Work instructions —
Show every line from the data below that includes "markers".

=-=-=

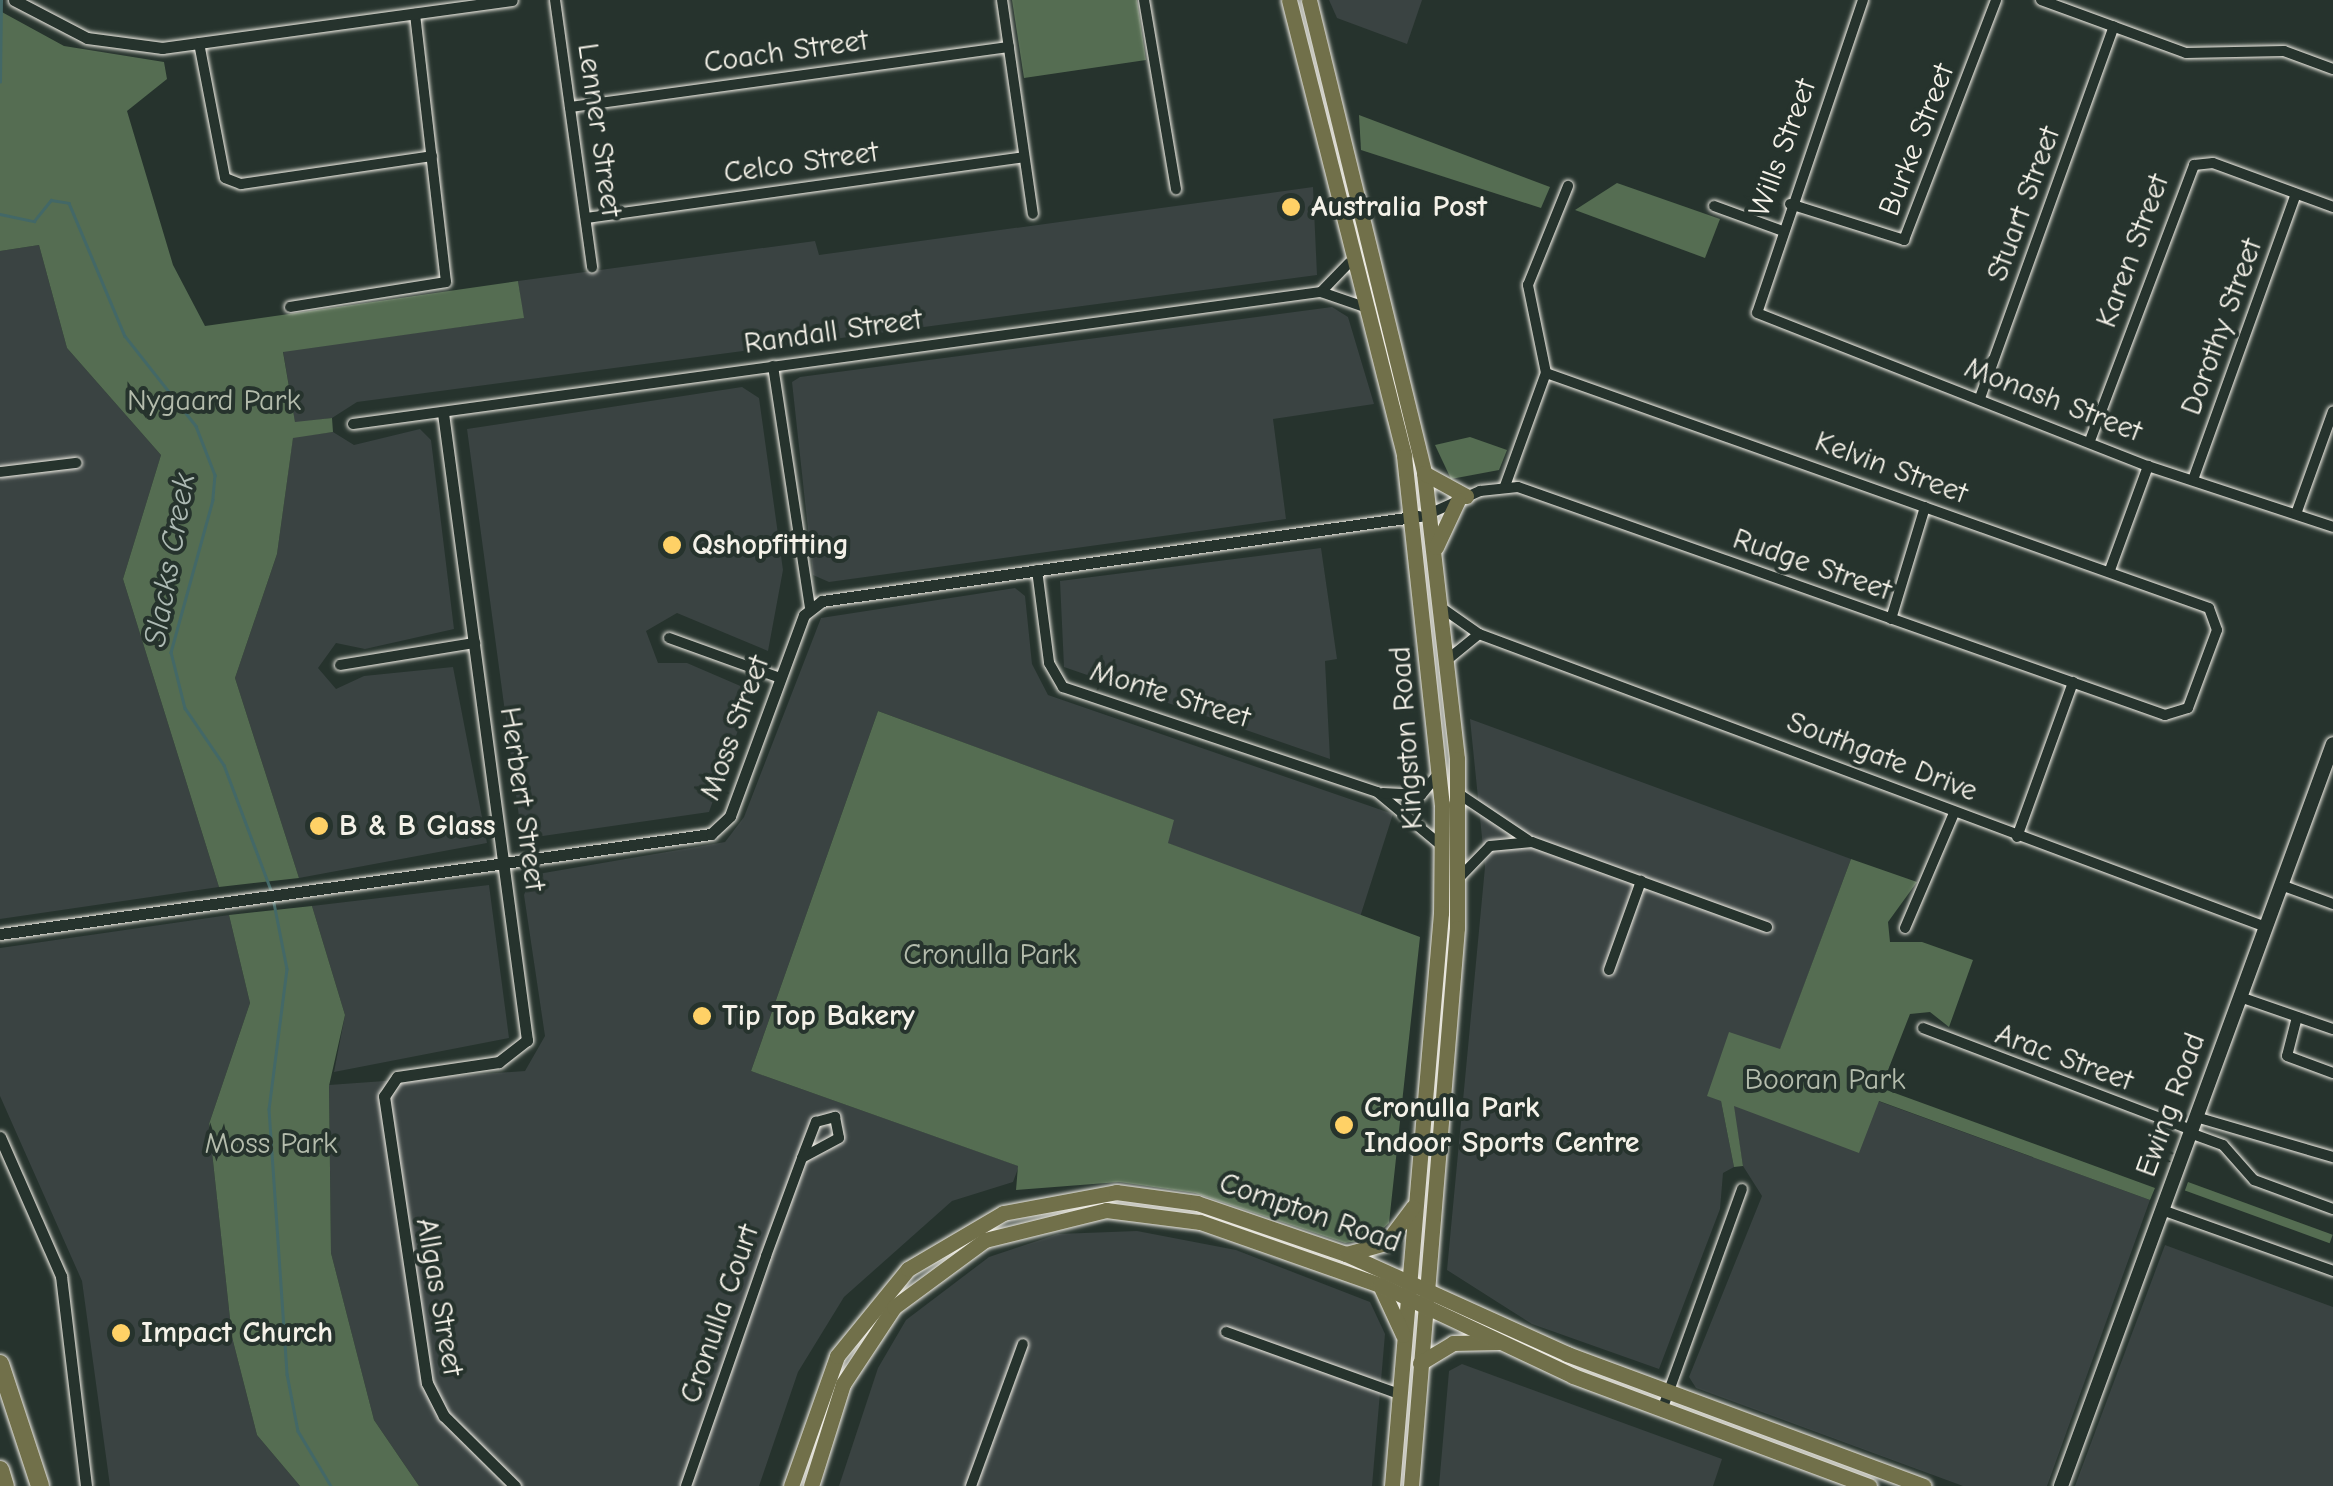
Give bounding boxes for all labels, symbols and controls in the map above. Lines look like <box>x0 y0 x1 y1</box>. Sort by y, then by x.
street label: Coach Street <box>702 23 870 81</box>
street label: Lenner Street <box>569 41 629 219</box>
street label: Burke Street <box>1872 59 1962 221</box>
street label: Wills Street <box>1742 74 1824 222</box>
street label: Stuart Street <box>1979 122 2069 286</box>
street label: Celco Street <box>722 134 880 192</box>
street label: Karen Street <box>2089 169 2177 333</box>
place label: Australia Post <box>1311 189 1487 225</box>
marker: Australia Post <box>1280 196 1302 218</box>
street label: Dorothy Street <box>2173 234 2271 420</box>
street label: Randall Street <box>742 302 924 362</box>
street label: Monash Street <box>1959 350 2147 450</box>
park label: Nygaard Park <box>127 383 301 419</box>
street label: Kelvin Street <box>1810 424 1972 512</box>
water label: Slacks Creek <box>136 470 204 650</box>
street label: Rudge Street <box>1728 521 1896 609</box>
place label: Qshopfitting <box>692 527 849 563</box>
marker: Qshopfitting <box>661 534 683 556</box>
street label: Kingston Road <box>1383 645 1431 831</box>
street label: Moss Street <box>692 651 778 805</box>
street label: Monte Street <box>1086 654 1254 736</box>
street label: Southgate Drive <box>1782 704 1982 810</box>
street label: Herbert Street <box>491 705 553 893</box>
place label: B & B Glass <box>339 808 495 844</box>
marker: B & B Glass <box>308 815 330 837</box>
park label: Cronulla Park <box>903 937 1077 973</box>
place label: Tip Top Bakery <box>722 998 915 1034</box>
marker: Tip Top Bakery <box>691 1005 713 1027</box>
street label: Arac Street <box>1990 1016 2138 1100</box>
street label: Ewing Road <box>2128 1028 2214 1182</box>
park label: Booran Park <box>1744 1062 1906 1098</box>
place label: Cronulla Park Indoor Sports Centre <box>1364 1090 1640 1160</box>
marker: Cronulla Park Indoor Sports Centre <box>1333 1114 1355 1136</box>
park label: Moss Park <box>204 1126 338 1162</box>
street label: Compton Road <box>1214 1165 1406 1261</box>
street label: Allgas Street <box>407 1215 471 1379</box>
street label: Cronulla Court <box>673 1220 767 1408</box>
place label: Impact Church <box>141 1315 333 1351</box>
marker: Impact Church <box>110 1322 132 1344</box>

=-=-=

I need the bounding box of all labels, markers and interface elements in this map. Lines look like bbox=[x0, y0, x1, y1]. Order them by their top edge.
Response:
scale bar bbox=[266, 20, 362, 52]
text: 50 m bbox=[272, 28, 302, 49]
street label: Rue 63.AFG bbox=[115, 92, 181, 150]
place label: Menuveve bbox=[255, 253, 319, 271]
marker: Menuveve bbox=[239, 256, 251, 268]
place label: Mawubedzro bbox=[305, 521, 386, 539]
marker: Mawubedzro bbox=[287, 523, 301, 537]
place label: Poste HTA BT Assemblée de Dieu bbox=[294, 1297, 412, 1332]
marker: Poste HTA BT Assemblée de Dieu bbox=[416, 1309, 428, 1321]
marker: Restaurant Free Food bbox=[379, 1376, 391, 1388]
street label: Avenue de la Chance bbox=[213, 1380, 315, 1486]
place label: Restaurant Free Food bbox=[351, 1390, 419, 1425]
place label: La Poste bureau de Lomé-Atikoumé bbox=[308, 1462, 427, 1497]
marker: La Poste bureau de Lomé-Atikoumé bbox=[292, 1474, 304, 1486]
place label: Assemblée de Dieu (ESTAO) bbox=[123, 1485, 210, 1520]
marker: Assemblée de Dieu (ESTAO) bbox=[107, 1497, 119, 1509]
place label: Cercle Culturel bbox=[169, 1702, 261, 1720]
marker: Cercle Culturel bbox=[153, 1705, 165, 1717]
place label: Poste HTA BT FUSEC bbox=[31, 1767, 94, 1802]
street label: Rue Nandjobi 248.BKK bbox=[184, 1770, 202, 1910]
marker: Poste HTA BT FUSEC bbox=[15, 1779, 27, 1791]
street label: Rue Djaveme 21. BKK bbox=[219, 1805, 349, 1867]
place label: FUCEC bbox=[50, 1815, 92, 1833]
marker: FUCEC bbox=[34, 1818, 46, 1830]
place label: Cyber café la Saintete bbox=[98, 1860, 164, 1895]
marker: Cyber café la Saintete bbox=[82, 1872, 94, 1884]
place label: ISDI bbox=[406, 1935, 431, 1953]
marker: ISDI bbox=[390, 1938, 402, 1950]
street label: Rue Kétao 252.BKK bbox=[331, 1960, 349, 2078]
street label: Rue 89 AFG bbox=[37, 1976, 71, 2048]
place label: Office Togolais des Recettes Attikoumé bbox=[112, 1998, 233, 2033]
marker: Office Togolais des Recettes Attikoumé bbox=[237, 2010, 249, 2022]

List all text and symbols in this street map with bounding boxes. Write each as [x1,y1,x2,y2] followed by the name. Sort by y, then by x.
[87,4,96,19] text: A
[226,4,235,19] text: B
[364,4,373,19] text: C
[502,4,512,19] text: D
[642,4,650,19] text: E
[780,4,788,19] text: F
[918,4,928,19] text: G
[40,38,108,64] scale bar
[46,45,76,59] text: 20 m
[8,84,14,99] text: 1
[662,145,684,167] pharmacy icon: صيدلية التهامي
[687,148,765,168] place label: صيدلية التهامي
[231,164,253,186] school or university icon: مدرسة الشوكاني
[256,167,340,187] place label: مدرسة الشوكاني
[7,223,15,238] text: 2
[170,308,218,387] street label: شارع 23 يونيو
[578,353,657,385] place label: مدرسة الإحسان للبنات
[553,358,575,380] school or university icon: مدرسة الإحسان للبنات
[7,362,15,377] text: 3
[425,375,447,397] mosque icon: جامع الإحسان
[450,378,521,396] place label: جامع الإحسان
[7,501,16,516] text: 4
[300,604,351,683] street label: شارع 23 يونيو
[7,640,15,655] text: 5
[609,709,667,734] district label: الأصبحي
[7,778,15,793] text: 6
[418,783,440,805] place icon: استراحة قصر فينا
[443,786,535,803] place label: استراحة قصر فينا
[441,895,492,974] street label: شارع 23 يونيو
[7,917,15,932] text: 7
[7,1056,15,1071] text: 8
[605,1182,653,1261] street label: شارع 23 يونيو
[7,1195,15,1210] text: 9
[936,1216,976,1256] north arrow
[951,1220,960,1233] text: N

=-=-=

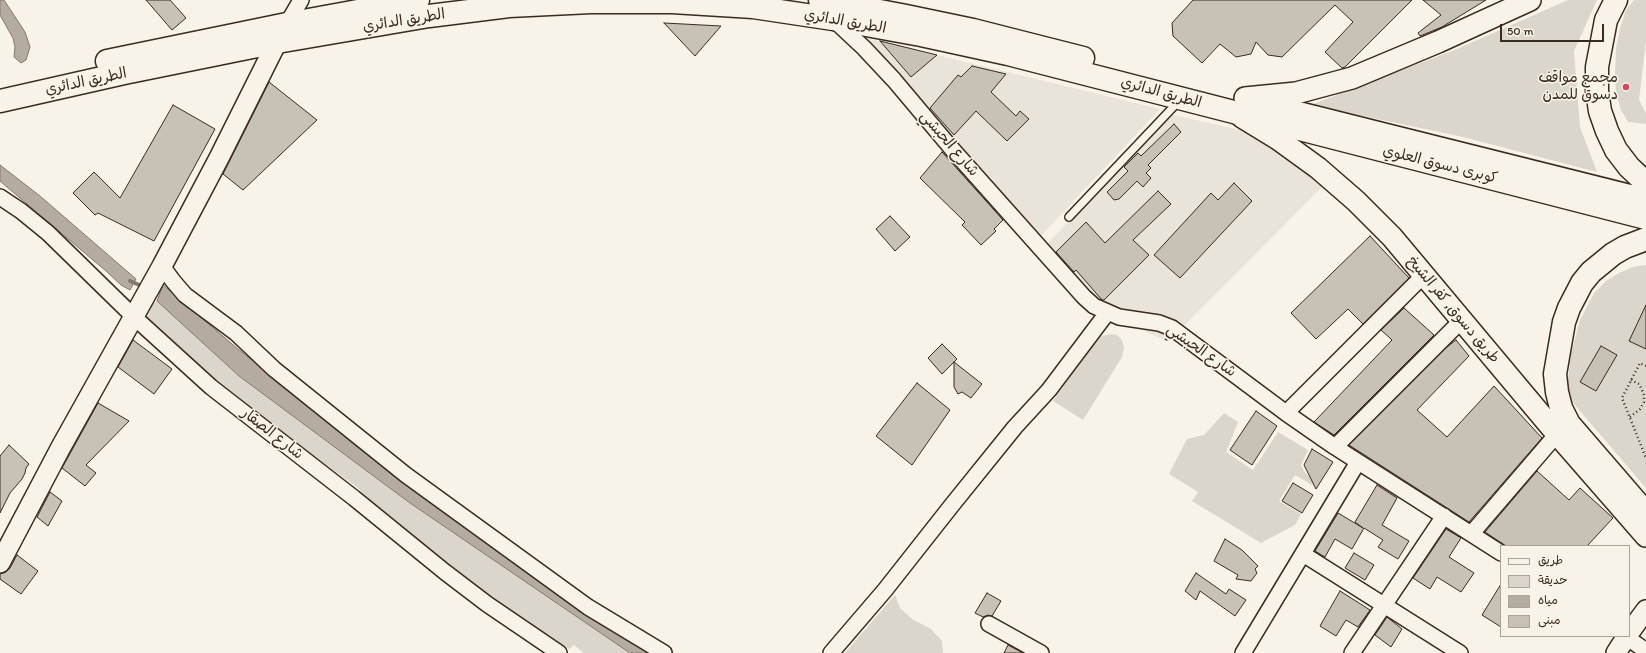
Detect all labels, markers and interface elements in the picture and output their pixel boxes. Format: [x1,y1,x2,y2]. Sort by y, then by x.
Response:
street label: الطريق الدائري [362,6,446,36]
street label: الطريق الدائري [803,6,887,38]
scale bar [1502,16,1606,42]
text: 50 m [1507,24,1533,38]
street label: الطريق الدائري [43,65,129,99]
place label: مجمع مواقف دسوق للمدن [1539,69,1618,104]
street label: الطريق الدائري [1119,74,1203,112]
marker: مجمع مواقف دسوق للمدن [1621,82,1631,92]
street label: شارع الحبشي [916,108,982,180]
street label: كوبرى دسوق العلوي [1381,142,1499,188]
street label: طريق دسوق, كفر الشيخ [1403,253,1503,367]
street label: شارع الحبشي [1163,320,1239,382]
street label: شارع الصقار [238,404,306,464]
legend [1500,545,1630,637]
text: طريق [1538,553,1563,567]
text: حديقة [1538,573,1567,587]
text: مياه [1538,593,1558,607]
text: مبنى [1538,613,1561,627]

=-=-=

Exercise output —
I need the bounding box of all labels, markers and interface elements in this map. Lines look like bbox=[x0, y0, x1, y1]. Order them by their top edge.
Detect all labels, markers and interface elements in the picture and output their pixel boxes. Format: [x1,y1,x2,y2]. Sort by y, then by x.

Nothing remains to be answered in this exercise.